## What you are asked to do:
If a line in the data has the string "check", please show it.

Entries shown START

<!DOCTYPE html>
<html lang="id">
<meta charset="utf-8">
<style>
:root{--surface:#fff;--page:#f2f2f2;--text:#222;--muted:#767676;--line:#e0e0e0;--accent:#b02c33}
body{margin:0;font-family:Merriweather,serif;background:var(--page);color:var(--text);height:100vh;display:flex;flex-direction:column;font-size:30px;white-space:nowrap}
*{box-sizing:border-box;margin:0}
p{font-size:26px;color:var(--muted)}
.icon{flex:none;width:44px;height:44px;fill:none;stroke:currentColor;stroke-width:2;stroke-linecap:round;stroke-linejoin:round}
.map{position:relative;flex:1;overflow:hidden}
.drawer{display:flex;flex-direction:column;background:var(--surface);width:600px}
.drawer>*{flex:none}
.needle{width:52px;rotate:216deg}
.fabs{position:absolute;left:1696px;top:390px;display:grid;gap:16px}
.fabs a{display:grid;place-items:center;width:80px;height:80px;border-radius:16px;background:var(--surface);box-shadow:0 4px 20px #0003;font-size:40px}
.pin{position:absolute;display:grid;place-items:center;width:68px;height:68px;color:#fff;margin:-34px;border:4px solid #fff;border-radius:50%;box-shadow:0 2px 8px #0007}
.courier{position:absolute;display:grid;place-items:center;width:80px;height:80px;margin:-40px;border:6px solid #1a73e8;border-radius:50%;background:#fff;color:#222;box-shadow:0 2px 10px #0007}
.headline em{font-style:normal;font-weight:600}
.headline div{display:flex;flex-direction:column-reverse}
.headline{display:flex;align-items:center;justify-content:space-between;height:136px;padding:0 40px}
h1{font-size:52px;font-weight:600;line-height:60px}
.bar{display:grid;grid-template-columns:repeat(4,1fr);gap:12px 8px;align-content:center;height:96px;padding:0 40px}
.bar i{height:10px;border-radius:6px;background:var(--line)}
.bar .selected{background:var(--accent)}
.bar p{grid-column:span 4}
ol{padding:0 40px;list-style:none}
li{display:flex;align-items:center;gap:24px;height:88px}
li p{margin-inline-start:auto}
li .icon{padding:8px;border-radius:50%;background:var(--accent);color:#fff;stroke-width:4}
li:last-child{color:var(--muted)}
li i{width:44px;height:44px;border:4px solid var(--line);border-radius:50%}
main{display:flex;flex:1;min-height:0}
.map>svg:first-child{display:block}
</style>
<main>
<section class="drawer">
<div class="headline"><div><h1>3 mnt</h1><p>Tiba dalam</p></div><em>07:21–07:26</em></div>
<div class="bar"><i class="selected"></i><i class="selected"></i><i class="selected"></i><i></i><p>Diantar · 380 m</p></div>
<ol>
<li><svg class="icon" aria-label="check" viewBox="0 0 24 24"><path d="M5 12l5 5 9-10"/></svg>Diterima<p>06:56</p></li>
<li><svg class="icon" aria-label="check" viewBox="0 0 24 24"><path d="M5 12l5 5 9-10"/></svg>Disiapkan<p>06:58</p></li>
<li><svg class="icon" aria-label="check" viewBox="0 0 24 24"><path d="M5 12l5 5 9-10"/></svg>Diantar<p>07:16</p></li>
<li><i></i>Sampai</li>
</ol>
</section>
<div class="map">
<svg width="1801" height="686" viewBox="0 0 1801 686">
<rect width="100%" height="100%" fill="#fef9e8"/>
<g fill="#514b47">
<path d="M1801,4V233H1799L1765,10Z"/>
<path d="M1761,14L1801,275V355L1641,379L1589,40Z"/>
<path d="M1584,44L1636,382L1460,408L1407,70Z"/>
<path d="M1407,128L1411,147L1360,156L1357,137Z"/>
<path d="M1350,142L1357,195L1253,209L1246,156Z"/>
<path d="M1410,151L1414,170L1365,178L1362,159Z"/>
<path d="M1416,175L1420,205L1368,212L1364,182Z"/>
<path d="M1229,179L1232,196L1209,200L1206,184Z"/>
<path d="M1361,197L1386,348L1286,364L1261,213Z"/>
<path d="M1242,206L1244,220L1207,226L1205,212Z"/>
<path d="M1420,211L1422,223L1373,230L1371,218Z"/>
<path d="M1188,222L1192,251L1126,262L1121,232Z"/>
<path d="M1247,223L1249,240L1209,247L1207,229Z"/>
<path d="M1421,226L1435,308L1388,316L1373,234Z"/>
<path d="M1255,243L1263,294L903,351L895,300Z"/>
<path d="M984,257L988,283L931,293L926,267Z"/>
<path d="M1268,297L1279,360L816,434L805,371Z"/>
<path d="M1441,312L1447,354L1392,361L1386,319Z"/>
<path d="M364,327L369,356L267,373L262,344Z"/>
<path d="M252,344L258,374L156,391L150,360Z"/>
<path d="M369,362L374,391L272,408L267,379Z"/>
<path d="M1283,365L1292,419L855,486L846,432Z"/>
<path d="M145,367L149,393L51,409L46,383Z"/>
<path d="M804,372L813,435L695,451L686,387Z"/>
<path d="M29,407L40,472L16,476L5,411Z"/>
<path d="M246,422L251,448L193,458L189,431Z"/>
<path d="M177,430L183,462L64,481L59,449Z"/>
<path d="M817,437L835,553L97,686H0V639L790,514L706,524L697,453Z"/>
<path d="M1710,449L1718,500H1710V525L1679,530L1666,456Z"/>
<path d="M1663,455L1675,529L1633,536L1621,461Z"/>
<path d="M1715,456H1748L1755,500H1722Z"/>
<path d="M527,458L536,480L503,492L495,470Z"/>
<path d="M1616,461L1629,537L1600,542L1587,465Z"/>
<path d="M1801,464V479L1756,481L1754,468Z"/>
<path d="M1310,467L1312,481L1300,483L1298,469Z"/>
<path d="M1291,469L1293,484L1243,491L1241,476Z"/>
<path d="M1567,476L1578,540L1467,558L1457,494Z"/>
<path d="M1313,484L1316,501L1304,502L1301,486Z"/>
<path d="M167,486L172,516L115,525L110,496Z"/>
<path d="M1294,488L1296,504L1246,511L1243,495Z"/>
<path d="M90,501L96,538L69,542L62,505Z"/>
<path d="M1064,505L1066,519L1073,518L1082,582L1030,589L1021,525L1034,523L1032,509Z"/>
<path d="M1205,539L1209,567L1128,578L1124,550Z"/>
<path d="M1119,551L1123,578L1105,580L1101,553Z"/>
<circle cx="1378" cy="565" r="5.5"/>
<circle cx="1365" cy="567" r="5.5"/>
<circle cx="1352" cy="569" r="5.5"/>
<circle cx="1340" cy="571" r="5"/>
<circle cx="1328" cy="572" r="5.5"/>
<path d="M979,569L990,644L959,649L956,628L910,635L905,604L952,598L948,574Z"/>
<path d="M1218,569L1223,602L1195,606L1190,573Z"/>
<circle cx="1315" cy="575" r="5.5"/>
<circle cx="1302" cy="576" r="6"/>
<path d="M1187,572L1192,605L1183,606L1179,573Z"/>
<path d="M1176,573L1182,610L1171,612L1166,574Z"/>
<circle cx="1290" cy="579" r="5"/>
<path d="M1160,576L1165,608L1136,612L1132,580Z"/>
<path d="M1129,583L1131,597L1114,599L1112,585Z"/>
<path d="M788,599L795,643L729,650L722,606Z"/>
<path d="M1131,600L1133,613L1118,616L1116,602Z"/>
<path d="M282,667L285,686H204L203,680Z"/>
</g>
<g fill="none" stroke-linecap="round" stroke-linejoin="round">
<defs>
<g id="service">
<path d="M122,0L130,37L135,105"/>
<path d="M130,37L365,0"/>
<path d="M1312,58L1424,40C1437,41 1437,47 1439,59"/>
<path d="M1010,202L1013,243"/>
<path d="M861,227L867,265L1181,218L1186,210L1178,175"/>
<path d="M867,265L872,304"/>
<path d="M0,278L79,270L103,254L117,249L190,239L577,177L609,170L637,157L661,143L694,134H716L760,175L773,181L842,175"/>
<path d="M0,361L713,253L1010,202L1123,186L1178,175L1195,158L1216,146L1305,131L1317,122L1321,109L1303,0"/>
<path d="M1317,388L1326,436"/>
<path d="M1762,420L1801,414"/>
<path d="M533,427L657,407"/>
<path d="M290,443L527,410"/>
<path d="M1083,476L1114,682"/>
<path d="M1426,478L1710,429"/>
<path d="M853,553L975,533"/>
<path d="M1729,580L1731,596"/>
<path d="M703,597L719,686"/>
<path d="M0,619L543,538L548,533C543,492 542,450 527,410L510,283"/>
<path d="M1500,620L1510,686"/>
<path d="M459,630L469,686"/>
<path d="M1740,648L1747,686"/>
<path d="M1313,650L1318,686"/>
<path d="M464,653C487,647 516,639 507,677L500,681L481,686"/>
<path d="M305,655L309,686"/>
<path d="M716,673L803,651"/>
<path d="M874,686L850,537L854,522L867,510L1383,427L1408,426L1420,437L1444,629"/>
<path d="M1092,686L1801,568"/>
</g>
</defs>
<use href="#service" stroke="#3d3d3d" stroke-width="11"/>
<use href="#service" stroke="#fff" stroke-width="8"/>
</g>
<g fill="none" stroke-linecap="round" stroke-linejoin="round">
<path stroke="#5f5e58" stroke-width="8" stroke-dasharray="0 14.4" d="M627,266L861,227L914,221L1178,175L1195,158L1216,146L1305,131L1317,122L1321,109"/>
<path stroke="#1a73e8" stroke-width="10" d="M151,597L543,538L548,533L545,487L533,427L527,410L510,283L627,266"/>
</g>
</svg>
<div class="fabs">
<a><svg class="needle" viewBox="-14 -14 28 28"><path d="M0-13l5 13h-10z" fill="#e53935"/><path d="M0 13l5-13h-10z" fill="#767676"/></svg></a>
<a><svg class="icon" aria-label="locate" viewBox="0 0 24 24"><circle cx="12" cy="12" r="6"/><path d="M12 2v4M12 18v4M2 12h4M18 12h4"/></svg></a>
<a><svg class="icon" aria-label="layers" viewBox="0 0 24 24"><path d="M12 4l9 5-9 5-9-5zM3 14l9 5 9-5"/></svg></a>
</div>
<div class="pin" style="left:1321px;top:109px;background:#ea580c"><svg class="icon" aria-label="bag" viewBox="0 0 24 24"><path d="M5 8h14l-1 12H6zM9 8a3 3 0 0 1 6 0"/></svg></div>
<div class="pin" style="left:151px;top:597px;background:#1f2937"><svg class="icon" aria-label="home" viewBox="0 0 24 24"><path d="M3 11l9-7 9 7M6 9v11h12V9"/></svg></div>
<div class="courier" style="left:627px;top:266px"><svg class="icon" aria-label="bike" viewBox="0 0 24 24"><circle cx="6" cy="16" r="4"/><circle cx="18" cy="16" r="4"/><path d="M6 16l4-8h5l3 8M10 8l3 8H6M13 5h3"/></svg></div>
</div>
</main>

Entries shown END

## Your response:
<li><svg class="icon" aria-label="check" viewBox="0 0 24 24"><path d="M5 12l5 5 9-10"/></svg>Diterima<p>06:56</p></li>
<li><svg class="icon" aria-label="check" viewBox="0 0 24 24"><path d="M5 12l5 5 9-10"/></svg>Disiapkan<p>06:58</p></li>
<li><svg class="icon" aria-label="check" viewBox="0 0 24 24"><path d="M5 12l5 5 9-10"/></svg>Diantar<p>07:16</p></li>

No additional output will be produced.